On Friday, me and blog co-author Joel went to record our first episode of the upcoming Follow the Data podcast series with Fredrik Olsson and Magnus Sahlgren from Gavagai. In the podcast series, we will try to interview mainly Swedish but also other companies that we feel are big data or analytics related in an interesting way. Today I have been listening to the first edit and feel relatively happy with it, even though it is quite rough, owing to our lack of experience. I also hate to hear my own recorded voice, especially in English … I am working on one or two blog posts to summarize the highlights of the podcast (which is in English) and the following discussion in Swedish.

Over the course of the week, I’ve also worked in the evenings and on planes to finish an assignment for an academic R course I am helping out with.
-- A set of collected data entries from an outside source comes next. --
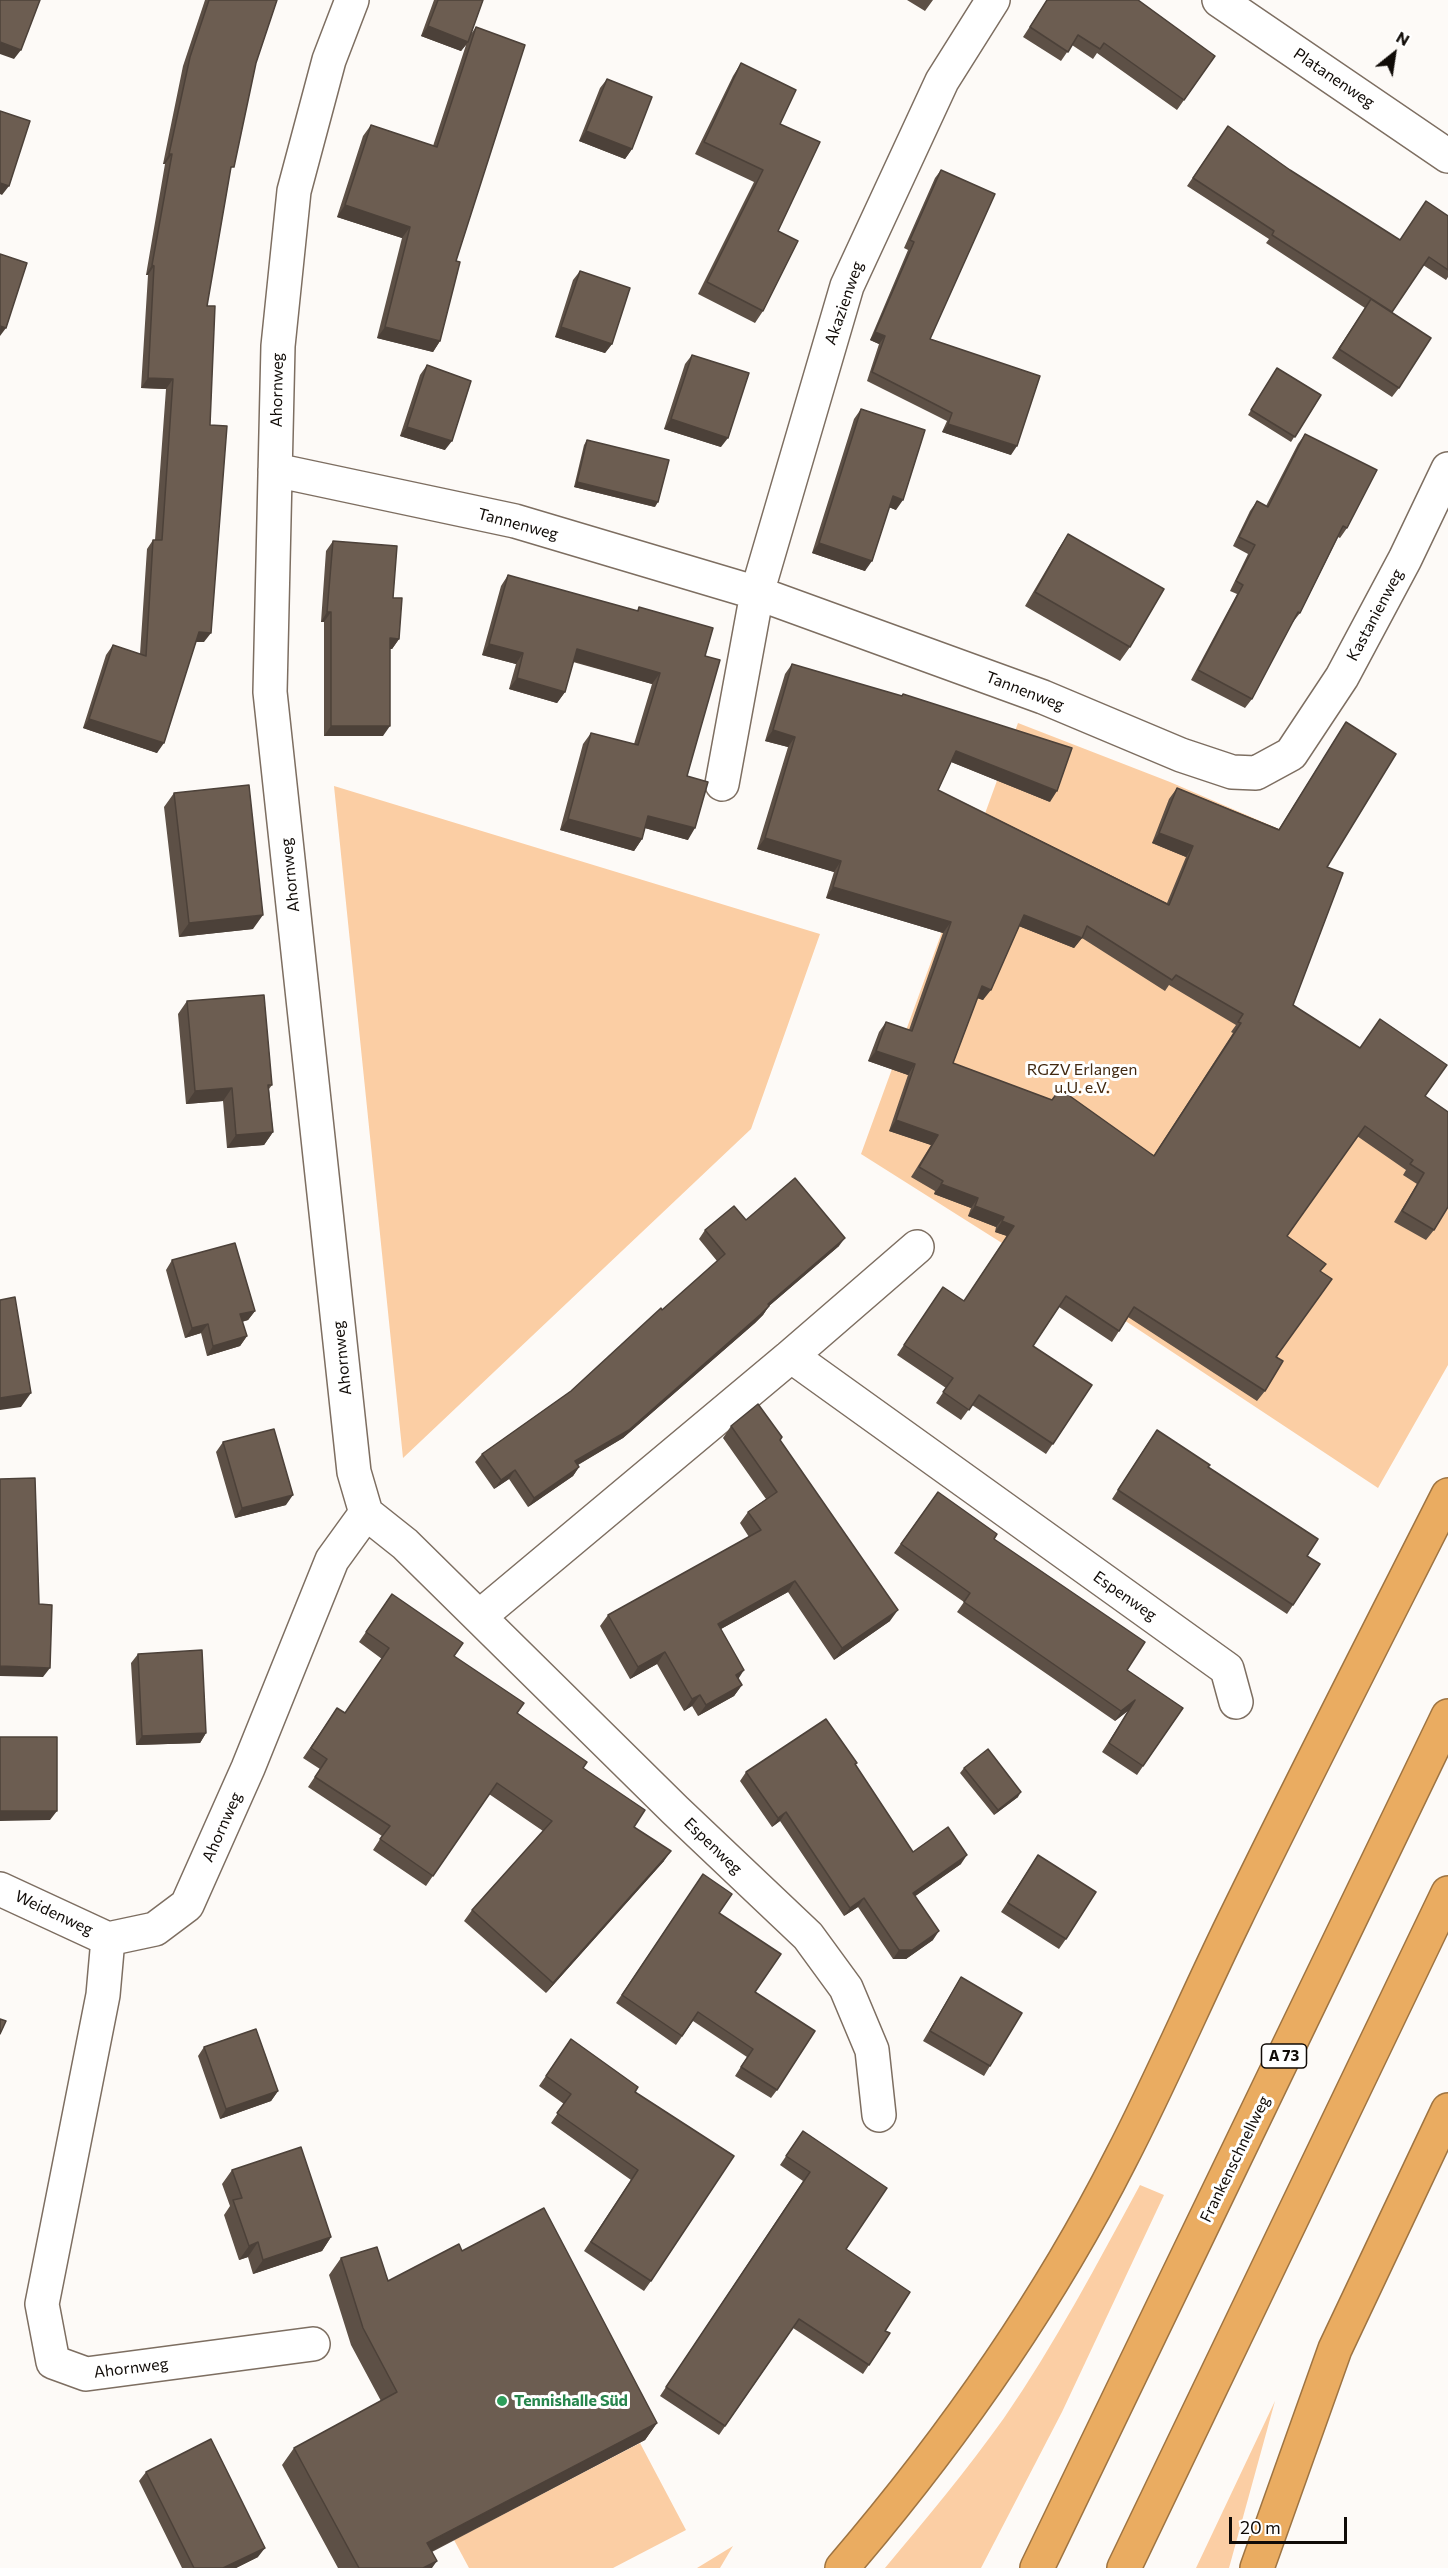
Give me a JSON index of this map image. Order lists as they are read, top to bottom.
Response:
{
  "streets": {
    "highway": ["A 73", "Frankenschnellweg"],
    "street": [
      "Platanenweg",
      "Akazienweg",
      "Ahornweg",
      "Tannenweg",
      "Kastanienweg",
      "Espenweg",
      "Weidenweg"
    ]
  },
  "crossings": [
    ["Akazienweg", "Tannenweg"],
    ["Ahornweg", "Tannenweg"],
    ["Ahornweg", "Espenweg"],
    ["Ahornweg", "Weidenweg"],
    ["Tannenweg", "Kastanienweg"]
  ],
  "parks": ["RGZV Erlangen u.U. e.V."],
  "places": ["Tennishalle Süd"],
  "scale_bar": "20 m",
  "north": "top right"
}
I decided to experiment a bit with this assignment and to base it on a Kaggle challenge. The students will download data from Kaggle and get instructions that can be regarded as a sort of “prediction contests 101″, discussing the practical details of getting your data into shape, evaluating your models, figuring out which variables are most important and so on. It’s been fun and can serve as a checklist for my self in the future.